= Auguste Saint-Arroman =

Auguste Saint-Arroman was a French writer on varied subjects, who is remembered for his curious work in cultural pharmacology, De L'action du café, du thé et du chocolat sur la santé, et de leur influence sur l'intelligence et le moral de l'homme (Turin, 1845), published as Coffee, Tea and Chocolate: Their Influence upon the Health, the Intellect, and the Moral Nature of Man. Translated from the French of M. Saint-Arroman (Philadelphia) 1846. Saint-Arroman reported that chocolate, while suited to the aged and the weak, was dangerous if drunk by the young. His recipe for medicinal chocolate that treated chlorosis in women, included iron filings.

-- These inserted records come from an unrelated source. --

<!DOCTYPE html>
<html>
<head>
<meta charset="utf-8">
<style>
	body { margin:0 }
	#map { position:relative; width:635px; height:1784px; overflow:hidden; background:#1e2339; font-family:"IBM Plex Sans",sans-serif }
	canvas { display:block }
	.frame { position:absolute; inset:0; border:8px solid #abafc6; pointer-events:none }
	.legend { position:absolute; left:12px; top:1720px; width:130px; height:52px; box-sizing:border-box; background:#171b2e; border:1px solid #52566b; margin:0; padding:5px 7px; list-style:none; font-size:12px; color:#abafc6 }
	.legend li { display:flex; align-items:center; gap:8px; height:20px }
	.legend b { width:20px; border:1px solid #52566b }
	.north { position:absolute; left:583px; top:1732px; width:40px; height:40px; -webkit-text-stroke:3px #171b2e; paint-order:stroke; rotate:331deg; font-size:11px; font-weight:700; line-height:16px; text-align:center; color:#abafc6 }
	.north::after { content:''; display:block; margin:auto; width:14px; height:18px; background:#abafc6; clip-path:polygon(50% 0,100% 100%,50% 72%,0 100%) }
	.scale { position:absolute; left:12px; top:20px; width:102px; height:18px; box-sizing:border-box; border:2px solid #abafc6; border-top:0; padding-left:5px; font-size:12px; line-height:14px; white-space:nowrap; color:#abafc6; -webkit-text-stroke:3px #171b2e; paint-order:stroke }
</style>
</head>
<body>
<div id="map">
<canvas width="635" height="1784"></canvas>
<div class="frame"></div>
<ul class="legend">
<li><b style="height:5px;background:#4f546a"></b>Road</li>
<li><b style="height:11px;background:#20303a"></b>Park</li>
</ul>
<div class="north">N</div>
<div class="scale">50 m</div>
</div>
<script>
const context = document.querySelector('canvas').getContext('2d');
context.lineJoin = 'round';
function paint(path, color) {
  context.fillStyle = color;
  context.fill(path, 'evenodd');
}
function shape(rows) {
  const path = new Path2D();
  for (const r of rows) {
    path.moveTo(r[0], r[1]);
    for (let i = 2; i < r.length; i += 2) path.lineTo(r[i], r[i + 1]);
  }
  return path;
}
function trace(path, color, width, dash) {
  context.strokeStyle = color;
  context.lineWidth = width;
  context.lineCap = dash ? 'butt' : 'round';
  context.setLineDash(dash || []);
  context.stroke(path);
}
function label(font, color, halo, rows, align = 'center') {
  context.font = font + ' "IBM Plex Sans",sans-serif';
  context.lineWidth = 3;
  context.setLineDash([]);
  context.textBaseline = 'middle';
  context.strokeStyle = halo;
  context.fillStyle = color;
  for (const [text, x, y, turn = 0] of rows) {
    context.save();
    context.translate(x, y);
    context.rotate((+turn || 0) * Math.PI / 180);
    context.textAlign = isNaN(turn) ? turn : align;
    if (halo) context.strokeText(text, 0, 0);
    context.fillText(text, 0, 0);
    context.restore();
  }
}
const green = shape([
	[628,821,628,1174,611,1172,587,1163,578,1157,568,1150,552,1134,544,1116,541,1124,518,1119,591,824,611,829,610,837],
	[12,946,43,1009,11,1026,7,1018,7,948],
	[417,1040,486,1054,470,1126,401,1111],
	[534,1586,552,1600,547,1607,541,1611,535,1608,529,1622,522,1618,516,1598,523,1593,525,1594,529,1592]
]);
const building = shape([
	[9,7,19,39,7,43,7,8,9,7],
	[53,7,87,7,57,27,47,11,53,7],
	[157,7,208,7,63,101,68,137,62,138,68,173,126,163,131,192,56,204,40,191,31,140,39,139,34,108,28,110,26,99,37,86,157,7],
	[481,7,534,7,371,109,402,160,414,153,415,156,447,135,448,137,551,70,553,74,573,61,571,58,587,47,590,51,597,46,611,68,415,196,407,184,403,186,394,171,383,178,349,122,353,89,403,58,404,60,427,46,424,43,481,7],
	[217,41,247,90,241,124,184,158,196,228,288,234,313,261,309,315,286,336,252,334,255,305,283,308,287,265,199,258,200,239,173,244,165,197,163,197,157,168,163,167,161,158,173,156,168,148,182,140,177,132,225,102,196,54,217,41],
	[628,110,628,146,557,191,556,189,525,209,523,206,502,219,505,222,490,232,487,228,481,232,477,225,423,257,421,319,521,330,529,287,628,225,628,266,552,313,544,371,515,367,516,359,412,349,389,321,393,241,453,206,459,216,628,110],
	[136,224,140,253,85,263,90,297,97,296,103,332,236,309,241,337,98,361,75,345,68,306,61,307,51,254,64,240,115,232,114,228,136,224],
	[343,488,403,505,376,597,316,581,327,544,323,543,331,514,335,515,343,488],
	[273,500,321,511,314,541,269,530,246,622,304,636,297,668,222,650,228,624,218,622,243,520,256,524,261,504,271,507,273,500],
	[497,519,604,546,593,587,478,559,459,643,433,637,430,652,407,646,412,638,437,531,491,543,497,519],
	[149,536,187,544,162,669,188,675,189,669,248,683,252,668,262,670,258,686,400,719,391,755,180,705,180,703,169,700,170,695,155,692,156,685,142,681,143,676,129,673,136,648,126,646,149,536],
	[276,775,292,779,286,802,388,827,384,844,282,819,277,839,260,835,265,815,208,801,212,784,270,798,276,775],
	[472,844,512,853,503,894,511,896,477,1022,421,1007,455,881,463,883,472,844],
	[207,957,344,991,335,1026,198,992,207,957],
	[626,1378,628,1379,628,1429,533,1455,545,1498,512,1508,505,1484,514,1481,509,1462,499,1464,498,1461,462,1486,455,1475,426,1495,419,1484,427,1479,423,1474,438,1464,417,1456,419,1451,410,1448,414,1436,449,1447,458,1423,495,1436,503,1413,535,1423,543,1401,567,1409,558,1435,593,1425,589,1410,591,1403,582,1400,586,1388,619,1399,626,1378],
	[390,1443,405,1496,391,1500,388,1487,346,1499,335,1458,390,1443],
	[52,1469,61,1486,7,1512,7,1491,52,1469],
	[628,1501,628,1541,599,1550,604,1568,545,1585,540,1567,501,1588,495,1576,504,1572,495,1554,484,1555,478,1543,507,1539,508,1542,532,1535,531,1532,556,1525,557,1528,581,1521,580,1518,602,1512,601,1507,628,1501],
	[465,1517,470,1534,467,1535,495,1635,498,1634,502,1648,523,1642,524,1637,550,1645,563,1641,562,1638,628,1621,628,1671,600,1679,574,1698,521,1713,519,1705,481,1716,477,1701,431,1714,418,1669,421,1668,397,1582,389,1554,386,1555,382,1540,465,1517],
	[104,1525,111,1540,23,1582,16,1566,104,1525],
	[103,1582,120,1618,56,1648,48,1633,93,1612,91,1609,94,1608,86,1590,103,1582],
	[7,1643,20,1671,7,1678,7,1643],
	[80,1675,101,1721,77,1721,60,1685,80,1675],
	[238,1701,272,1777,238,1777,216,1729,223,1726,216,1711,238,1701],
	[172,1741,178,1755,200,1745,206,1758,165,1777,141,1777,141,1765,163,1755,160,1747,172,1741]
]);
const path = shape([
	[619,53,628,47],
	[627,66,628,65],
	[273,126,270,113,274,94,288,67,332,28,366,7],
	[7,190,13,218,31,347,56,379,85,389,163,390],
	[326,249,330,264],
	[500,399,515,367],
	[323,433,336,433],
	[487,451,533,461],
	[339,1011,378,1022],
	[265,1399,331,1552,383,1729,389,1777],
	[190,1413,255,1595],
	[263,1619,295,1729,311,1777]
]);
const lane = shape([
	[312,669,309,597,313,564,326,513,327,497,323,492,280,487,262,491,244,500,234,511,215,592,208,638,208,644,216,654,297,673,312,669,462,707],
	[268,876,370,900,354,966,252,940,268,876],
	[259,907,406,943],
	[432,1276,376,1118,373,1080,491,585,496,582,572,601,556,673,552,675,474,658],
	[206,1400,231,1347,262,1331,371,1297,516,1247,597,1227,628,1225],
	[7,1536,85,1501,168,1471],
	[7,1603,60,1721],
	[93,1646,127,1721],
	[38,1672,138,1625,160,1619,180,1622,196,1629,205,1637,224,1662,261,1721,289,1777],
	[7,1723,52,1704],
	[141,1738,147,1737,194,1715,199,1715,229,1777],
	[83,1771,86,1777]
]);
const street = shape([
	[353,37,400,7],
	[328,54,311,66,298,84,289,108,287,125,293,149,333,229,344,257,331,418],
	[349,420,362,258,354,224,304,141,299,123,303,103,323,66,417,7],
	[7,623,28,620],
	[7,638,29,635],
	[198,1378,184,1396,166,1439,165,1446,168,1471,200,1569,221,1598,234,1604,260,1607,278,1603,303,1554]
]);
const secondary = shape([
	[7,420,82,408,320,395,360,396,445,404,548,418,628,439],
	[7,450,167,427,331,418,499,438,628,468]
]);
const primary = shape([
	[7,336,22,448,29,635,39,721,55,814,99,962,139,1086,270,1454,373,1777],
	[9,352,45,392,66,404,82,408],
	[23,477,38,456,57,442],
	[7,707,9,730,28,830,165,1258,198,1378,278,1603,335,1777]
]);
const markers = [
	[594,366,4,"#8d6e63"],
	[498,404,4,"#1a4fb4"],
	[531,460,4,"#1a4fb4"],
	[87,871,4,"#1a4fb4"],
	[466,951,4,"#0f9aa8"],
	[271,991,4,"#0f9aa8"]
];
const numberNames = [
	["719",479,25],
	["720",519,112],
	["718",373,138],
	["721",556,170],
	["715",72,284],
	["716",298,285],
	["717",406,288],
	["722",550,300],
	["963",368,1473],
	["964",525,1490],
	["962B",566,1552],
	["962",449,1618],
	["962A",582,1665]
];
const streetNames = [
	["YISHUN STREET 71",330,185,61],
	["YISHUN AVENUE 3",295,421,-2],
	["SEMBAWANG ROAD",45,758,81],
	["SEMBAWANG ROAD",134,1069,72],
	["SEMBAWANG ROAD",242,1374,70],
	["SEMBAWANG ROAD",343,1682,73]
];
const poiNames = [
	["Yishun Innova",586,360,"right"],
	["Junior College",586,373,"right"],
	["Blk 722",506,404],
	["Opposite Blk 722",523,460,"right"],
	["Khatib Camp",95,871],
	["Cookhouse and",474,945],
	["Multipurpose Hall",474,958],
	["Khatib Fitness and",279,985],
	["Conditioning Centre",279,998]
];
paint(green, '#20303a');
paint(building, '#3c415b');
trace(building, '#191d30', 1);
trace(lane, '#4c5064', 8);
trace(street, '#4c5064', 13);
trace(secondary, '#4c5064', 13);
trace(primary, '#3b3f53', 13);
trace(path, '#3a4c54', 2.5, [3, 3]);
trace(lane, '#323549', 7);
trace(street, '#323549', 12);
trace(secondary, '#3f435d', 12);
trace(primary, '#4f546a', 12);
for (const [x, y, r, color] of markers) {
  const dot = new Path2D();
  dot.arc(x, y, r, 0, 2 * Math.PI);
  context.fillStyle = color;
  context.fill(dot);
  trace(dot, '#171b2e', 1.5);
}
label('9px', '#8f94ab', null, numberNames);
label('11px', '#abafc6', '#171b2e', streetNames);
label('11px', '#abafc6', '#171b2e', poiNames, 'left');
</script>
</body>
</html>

He was also the author of the brief essay L’Anthanasie de Cabanis, ou la Médecine des incurables, à l’usage des médecins et du clergé (Bordeaux: Balarac, 1857). His response to the Fourierists was published in the form of a Réponse à M. le Dr. Arthur de Bonnard sur sa brochure intitulée : Organisation d’une commune sociétaire d’après la théorie de Charles Fourier (Paris: Desloges, 1845). In the revolutionary year of 1848 he briefly served as editor of a Journal illustré écrit en l'honneur des gardes mobiles; the Journal published only two issues, 6 and 13 August.